Based on this, we assume that a $1 increase (decrease) in FMR leads to a .21 cent increase (decrease) in the local income impact. Table 6 demonstrates the local income economic impacts for Albany, New York metro and Buffalo.

Putting all these together, in Table 7 we replicate the state results from Table 4 but show the adjusted results for New York metro.

Note that while we have illustrated the impacts in three metro areas in New York state, these results can be replicated for any of the FMR defined metropolitan areas and counties.

Closing Thoughts
Measuring the economic impact of construction is, in many respects, more of an art than a science. However, it is important for affordable housing practitioners to be able to quantify the benefits of developing new projects—especially when we face an acute shortage of affordable and available units, and other forces, such as NIMBYism, are slowing progress.

In this article, we propose a three-step methodology to estimate economic impacts during construction and ongoing after projects are occupied that can be replicated for any HUD FMR defined metropolitan area and county.

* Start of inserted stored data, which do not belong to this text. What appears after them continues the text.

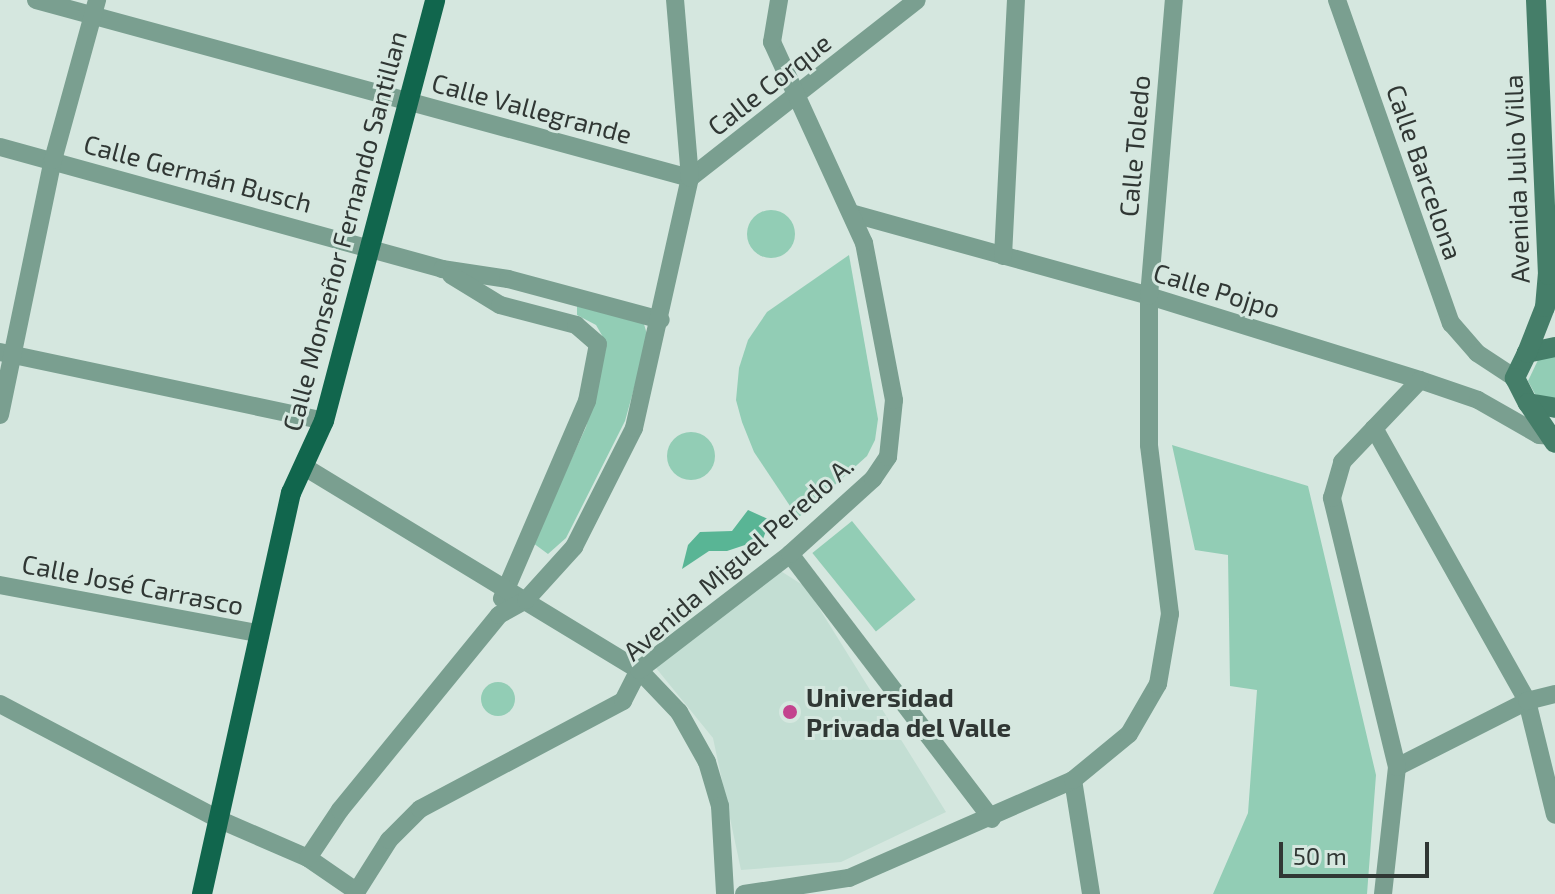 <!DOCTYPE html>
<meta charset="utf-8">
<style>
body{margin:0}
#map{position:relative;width:1555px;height:894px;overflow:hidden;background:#d5e7df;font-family:"Exo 2",sans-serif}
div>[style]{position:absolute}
.built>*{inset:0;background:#c3ded3}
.green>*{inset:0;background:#92cdb5;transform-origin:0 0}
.round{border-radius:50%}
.water>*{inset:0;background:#59b595}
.street>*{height:18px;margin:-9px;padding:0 9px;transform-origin:9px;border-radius:9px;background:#7a9f90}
.secondary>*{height:20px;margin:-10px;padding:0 10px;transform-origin:10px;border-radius:10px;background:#457e69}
.primary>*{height:20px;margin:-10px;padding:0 10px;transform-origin:10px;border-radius:10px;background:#11664d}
.dots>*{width:22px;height:22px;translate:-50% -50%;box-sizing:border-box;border:4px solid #d5e7df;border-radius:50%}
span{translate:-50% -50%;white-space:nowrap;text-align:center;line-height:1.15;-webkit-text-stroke:6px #d5e7df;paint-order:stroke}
.street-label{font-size:26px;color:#303734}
.poi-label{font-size:26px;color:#303734;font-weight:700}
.left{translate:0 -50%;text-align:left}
.scale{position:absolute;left:1279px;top:842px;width:150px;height:36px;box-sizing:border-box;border:4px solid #303734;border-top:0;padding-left:10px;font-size:24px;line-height:28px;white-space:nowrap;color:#303734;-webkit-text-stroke:6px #d5e7df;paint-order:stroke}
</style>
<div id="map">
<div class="built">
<i style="clip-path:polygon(779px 570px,806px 587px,946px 812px,841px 862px,741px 870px,713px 738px,656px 668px)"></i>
</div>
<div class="green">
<i class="round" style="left:747px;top:210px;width:48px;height:48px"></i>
<i style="clip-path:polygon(849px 255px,878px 419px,875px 440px,867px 456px,798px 518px,754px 452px,742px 422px,736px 400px,739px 368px,748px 340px,767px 312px)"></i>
<i style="clip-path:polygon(577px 305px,644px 324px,648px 338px,625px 421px,566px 538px,548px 554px,533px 543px,586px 427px,607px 344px,596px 325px,577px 315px)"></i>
<i style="clip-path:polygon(1555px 356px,1555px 401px,1535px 394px,1528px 381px,1538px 360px)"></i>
<i class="round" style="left:667px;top:432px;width:48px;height:48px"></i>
<i style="clip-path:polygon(1172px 445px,1308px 486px,1376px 775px,1367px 894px,1213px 894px,1248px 813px,1257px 690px,1230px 686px,1228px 555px,1195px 550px)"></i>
<i style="left:852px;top:521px;width:101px;height:51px;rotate:51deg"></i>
<i class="round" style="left:481px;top:682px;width:34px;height:34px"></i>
</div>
<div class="water">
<i style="clip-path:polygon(748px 510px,770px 520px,763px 539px,727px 551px,709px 551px,682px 569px,688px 545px,700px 532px,732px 531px)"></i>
</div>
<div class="street">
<i style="left:36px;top:0;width:678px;rotate:15.23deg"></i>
<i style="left:1337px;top:0;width:343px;rotate:70.6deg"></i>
<i style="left:1451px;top:323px;width:40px;rotate:49deg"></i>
<i style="left:1477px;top:353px;width:45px;rotate:33.3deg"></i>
<i style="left:0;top:147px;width:459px;rotate:15.4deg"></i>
<i style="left:442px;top:269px;width:67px;rotate:8.6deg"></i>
<i style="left:508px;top:279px;width:158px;rotate:15deg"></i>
<i style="left:690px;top:178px;width:288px;rotate:-38.1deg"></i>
<i style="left:854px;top:214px;width:306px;rotate:15.5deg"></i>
<i style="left:1149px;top:296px;width:284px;rotate:17.2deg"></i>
<i style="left:1420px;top:380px;width:61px;rotate:19deg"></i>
<i style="left:1478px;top:400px;width:70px;rotate:29.8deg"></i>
<i style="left:1539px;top:435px;width:16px;rotate:4deg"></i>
<i style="left:1003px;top:256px;width:256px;rotate:-87.1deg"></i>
<i style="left:451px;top:275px;width:57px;rotate:31.5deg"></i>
<i style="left:500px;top:305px;width:79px;rotate:14.7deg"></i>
<i style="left:576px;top:325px;width:29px;rotate:41deg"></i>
<i style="left:598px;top:344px;width:58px;rotate:100.9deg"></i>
<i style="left:587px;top:401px;width:215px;rotate:113.3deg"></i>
<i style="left:0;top:352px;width:331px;rotate:12deg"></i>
<i style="left:0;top:415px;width:260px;rotate:-78.3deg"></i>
<i style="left:53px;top:160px;width:166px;rotate:-74.6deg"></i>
<i style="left:1374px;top:428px;width:313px;rotate:60.7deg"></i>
<i style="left:1527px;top:701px;width:117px;rotate:76.2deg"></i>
<i style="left:303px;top:466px;width:393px;rotate:31.3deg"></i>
<i style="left:639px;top:670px;width:58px;rotate:46.4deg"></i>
<i style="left:679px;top:712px;width:57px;rotate:60.8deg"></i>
<i style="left:707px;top:762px;width:46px;rotate:73.5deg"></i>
<i style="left:720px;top:806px;width:88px;rotate:86.7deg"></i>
<i style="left:790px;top:554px;width:333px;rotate:52.7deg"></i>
<i style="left:0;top:585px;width:261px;rotate:10.6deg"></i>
<i style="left:0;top:704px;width:246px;rotate:27.8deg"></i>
<i style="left:218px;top:819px;width:98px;rotate:23.4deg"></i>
<i style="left:308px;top:858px;width:58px;rotate:34.5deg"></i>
<i style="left:1397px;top:767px;width:146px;rotate:-26.9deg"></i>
<i style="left:1527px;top:701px;width:29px;rotate:-14deg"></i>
<i style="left:1073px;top:780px;width:115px;rotate:81deg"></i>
<i style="left:308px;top:858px;width:58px;rotate:-56.3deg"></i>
<i style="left:340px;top:810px;width:252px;rotate:-50.8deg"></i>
<i style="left:499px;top:615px;width:31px;rotate:-29deg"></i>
<i style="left:526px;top:600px;width:72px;rotate:-47.8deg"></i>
<i style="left:574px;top:547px;width:133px;rotate:-63.2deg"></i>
<i style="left:634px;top:428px;width:256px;rotate:-77.4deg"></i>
<i style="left:690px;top:178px;width:179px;rotate:-94.8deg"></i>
<i style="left:355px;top:894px;width:64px;rotate:-57.8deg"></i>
<i style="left:389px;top:840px;width:44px;rotate:-45deg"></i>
<i style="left:420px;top:809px;width:230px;rotate:-28deg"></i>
<i style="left:623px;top:701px;width:35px;rotate:-63deg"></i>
<i style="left:639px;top:670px;width:190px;rotate:-37.5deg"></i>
<i style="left:790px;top:554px;width:112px;rotate:-42.1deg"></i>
<i style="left:873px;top:479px;width:27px;rotate:-56deg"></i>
<i style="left:888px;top:457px;width:57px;rotate:-84deg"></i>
<i style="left:894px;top:400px;width:160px;rotate:-100.8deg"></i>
<i style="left:864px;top:243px;width:221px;rotate:-114.6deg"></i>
<i style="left:772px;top:42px;width:43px;rotate:-80.5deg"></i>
<i style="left:744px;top:894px;width:106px;rotate:-8.7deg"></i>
<i style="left:849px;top:878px;width:244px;rotate:-23.6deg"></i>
<i style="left:1073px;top:780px;width:72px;rotate:-39.4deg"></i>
<i style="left:1129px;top:734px;width:58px;rotate:-59.9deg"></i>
<i style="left:1158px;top:684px;width:71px;rotate:-80.3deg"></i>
<i style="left:1170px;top:614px;width:170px;rotate:-97.1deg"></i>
<i style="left:1149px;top:445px;width:149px;rotate:-90deg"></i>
<i style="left:1149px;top:296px;width:297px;rotate:-85.2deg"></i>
<i style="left:1383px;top:894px;width:128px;rotate:-83.7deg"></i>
<i style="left:1397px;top:767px;width:277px;rotate:-103.6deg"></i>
<i style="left:1332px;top:498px;width:37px;rotate:-74deg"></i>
<i style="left:1342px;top:462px;width:113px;rotate:-46.4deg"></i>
</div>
<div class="secondary">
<i style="left:1555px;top:347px;width:29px;rotate:168deg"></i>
<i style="left:1527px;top:353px;width:28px;rotate:116deg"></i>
<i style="left:1515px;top:378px;width:28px;rotate:63deg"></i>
<i style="left:1528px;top:403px;width:27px;rotate:10deg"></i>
<i style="left:1527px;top:353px;width:49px;rotate:-68.6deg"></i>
<i style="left:1545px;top:307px;width:32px;rotate:-85deg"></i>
<i style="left:1548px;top:275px;width:275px;rotate:-92.5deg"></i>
<i style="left:1528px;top:403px;width:48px;rotate:56deg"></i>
</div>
<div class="primary">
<i style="left:202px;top:894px;width:411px;rotate:-77.5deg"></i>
<i style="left:291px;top:493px;width:79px;rotate:-65.4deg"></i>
<i style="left:324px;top:421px;width:435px;rotate:-75.2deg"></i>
</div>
<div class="dots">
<i style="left:790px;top:712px;background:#c3438e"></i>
</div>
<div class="street-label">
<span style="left:769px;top:84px;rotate:-38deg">Calle Corque</span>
<span style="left:532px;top:108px;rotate:15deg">Calle Vallegrande</span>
<span style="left:1134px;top:146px;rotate:-85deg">Calle Toledo</span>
<span style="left:1425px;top:172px;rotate:71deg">Calle Barcelona</span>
<span style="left:198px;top:173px;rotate:15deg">Calle Germán Busch</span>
<span style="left:1516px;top:179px;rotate:-92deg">Avenida Julio Villa</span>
<span style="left:344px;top:231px;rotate:-75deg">Calle Monseñor Fernando Santillan</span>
<span style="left:1217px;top:290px;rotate:17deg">Calle Pojpo</span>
<span style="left:738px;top:558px;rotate:-41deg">Avenida Miguel Peredo A.</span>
<span style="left:133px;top:584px;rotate:11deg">Calle José Carrasco</span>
</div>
<div class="poi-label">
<span class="left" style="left:806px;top:712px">Universidad<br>Privada del Valle</span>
</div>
<div class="scale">50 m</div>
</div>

While we have made multiple assumptions and judgments to compute local economic impacts, we believe our estimates provide judicious measures of the benefits to the local population that can be used to advocate for increased levels of affordable housing development.

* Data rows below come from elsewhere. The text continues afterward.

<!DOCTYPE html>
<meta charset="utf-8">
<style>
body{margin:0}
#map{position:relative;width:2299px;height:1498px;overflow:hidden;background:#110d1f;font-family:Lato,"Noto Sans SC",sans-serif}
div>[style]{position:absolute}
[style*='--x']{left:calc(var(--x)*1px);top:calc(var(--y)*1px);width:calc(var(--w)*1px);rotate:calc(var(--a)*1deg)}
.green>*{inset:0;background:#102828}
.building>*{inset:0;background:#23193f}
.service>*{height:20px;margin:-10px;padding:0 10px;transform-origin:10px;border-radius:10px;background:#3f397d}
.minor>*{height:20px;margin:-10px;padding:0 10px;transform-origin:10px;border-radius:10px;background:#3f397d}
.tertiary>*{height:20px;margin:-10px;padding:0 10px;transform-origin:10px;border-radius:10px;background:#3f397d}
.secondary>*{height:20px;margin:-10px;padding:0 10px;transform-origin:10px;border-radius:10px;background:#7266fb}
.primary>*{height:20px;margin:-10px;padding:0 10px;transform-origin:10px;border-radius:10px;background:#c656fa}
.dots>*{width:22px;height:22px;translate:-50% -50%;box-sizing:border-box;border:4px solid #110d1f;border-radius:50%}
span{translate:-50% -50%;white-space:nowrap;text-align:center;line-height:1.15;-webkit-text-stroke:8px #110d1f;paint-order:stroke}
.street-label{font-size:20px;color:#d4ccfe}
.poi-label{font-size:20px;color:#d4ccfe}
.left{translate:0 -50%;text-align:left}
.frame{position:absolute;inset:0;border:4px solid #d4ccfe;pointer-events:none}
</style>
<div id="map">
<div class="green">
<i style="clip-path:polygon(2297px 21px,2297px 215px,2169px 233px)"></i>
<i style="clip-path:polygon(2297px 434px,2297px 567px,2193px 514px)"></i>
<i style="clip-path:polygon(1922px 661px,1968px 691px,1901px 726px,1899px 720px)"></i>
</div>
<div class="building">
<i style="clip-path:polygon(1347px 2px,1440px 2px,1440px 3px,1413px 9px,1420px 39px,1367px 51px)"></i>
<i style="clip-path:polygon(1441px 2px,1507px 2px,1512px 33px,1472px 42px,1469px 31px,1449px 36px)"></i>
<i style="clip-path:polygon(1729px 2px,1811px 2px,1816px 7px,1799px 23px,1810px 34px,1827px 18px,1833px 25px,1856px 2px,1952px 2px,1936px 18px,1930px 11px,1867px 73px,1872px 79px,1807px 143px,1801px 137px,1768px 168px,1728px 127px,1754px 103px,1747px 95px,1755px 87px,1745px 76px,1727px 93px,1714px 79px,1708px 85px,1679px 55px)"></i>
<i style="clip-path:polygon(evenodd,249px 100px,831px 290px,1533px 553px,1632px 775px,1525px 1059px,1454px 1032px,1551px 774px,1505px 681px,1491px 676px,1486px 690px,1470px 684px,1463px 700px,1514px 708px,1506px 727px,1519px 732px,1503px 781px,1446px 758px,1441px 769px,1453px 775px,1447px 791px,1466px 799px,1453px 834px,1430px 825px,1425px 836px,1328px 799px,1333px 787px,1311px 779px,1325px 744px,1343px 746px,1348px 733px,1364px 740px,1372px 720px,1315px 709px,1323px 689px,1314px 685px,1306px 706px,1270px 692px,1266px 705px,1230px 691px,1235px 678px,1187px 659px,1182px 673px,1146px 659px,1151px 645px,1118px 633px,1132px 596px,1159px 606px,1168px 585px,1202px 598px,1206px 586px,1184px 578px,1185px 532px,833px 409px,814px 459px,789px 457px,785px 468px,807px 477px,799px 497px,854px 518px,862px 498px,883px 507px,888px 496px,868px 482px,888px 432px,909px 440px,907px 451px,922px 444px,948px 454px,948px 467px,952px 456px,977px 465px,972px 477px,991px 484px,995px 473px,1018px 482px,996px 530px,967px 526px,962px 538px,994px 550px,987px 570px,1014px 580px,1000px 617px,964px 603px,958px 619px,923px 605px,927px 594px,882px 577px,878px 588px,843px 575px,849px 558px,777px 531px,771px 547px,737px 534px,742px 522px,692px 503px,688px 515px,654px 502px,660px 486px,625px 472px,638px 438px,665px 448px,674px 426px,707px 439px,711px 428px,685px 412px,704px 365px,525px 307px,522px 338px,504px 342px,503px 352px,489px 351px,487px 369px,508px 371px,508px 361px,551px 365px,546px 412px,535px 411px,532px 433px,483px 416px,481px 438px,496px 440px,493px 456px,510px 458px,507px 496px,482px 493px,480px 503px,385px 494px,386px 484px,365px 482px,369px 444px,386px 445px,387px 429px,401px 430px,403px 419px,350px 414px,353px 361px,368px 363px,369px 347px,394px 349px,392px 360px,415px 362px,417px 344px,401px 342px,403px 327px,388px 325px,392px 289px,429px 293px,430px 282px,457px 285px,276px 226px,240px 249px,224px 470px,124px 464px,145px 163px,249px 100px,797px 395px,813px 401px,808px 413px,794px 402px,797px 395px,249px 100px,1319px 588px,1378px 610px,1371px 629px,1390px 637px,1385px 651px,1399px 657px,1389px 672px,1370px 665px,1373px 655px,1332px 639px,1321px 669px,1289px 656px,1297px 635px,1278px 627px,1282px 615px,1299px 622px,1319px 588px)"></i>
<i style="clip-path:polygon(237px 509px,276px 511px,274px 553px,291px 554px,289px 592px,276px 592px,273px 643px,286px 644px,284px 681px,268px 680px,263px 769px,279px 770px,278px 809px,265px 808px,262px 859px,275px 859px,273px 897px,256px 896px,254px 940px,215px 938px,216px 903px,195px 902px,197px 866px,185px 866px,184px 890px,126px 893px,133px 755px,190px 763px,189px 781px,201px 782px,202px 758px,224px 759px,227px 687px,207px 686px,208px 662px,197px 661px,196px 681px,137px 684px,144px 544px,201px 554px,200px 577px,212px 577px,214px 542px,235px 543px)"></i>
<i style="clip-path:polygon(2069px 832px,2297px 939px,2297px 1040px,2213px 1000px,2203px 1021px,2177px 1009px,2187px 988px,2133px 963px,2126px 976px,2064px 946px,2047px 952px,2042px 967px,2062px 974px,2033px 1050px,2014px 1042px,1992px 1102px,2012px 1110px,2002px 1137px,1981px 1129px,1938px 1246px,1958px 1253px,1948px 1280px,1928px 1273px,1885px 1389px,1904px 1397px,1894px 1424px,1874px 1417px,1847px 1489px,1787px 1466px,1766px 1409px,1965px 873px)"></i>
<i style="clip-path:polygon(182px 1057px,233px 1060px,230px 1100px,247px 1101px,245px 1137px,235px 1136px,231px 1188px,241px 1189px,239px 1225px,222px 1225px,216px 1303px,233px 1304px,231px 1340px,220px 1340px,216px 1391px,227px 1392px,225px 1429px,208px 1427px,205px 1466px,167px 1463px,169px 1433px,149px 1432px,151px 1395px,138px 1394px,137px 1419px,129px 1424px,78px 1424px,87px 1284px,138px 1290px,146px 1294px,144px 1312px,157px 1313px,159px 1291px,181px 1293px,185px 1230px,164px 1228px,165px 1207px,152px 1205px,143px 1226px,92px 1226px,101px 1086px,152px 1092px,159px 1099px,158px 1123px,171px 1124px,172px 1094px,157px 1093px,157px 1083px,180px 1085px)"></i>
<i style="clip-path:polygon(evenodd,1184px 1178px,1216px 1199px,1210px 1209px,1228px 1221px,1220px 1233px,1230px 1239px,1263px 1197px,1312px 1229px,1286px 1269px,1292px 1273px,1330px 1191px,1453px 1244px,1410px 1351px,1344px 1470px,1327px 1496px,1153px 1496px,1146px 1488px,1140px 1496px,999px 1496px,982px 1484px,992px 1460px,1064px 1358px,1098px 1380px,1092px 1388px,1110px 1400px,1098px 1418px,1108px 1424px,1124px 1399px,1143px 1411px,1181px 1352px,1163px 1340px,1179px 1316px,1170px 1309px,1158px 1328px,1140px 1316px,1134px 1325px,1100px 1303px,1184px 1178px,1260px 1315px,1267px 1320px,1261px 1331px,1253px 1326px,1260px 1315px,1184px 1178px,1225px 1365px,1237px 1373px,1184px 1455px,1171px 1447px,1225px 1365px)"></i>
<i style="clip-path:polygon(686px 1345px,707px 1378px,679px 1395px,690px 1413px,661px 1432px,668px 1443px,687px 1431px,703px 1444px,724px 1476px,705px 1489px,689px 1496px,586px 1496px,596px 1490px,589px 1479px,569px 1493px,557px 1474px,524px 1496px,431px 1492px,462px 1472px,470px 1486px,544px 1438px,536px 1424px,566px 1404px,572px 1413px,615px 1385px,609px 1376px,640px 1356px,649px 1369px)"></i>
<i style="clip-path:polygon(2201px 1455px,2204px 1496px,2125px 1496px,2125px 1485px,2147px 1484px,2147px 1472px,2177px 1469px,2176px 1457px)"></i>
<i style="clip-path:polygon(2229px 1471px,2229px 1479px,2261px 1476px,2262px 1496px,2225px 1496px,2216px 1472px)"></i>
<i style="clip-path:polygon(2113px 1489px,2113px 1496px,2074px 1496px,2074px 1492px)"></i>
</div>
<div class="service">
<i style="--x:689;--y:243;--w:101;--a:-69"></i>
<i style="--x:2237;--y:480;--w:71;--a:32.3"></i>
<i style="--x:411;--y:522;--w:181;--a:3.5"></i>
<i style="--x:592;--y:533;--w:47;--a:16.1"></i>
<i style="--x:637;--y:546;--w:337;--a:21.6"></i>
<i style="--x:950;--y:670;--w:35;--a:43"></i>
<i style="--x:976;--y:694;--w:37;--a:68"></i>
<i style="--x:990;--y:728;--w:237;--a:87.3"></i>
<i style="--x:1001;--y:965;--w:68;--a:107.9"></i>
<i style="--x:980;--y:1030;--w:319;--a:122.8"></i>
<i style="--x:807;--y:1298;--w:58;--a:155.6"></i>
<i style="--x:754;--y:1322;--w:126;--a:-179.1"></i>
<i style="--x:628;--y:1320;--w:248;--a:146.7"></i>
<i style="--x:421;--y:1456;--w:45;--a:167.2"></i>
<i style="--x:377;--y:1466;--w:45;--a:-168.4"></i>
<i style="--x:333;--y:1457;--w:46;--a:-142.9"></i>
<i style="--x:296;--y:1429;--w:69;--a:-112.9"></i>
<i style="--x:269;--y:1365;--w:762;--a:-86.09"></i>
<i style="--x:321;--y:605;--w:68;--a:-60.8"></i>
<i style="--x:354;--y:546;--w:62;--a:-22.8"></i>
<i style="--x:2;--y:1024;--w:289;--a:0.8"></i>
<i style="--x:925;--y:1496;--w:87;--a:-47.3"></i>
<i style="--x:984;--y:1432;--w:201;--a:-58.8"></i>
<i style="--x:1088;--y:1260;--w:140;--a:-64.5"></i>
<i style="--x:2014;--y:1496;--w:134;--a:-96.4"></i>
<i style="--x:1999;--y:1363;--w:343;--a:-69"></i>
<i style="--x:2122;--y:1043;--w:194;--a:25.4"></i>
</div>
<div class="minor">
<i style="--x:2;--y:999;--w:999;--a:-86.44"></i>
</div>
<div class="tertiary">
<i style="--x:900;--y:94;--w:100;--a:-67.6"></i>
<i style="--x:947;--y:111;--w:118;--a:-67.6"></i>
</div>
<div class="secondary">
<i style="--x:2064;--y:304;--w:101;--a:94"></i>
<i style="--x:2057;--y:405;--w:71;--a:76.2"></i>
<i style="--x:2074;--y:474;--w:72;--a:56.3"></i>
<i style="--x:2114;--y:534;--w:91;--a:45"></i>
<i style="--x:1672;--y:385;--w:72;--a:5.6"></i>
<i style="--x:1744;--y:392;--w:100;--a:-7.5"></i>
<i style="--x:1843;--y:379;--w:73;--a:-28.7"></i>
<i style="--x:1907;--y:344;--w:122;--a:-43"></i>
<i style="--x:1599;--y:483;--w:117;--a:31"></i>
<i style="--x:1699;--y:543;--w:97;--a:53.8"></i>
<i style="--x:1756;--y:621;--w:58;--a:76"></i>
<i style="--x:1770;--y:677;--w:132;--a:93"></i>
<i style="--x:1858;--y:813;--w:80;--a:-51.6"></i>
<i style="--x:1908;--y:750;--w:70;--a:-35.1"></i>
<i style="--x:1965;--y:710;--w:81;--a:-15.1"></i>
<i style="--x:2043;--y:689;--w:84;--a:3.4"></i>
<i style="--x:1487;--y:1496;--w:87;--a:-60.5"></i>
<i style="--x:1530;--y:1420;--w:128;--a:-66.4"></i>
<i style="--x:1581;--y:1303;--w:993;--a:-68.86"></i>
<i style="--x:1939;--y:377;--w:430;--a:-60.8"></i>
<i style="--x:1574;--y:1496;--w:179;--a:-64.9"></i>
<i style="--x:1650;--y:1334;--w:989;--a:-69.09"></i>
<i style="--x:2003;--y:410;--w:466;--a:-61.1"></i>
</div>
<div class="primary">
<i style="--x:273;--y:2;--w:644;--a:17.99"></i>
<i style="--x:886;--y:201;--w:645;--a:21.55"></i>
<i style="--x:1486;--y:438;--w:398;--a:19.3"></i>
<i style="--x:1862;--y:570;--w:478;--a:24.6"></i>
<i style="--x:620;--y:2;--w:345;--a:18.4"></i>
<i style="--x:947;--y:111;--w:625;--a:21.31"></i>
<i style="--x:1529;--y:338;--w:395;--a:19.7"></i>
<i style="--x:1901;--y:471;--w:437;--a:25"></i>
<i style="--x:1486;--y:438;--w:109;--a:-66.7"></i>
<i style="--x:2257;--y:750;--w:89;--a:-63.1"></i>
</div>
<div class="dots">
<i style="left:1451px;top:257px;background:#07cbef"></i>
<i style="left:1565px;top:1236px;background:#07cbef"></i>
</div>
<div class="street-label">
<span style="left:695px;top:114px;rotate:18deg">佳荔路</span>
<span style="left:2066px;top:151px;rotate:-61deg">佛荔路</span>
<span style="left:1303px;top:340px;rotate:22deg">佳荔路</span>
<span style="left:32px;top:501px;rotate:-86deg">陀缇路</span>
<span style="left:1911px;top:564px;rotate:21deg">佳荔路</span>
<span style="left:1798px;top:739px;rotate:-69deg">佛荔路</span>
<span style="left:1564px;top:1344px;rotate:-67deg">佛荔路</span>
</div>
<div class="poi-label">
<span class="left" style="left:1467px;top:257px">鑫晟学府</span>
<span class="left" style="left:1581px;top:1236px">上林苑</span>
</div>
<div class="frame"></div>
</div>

Edward Seiler, Ph.D. is the VP, Research and Economic Analysis of the Washington D.C.-based Dworbell, Inc., a trade association management firm providing public policy analysis and advocacy. In this capacity, Seiler will lead economic research for the organizations that Dworbell manages, including the National Housing & Rehabilitation Association (NH&RA), the National Reverse Mortgage Lenders Association (NRMLA), and the National Aging in Place Council (NAIPC). Seiler was previously Chief Housing Economist and Director at Summit Consulting, an analytics firm with expertise in applied economics and mortgage finance. Prior to joining Summit, Dr. Seiler was Director of Economics at Fannie Mae, where he directed the development and implementation of analytical models used to guide credit loss management decisions. He has lectured graduate-level micro-econometrics at Johns Hopkins University and published several peer-reviewed articles. Dr. Seiler was previously employed as a manager at Bates White (an economics litigation consulting firm) and as a post-doctoral fellow at The Hebrew University. He earned his Ph.D. in economics from The University of Chicago, where he was a Fulbright Scholar.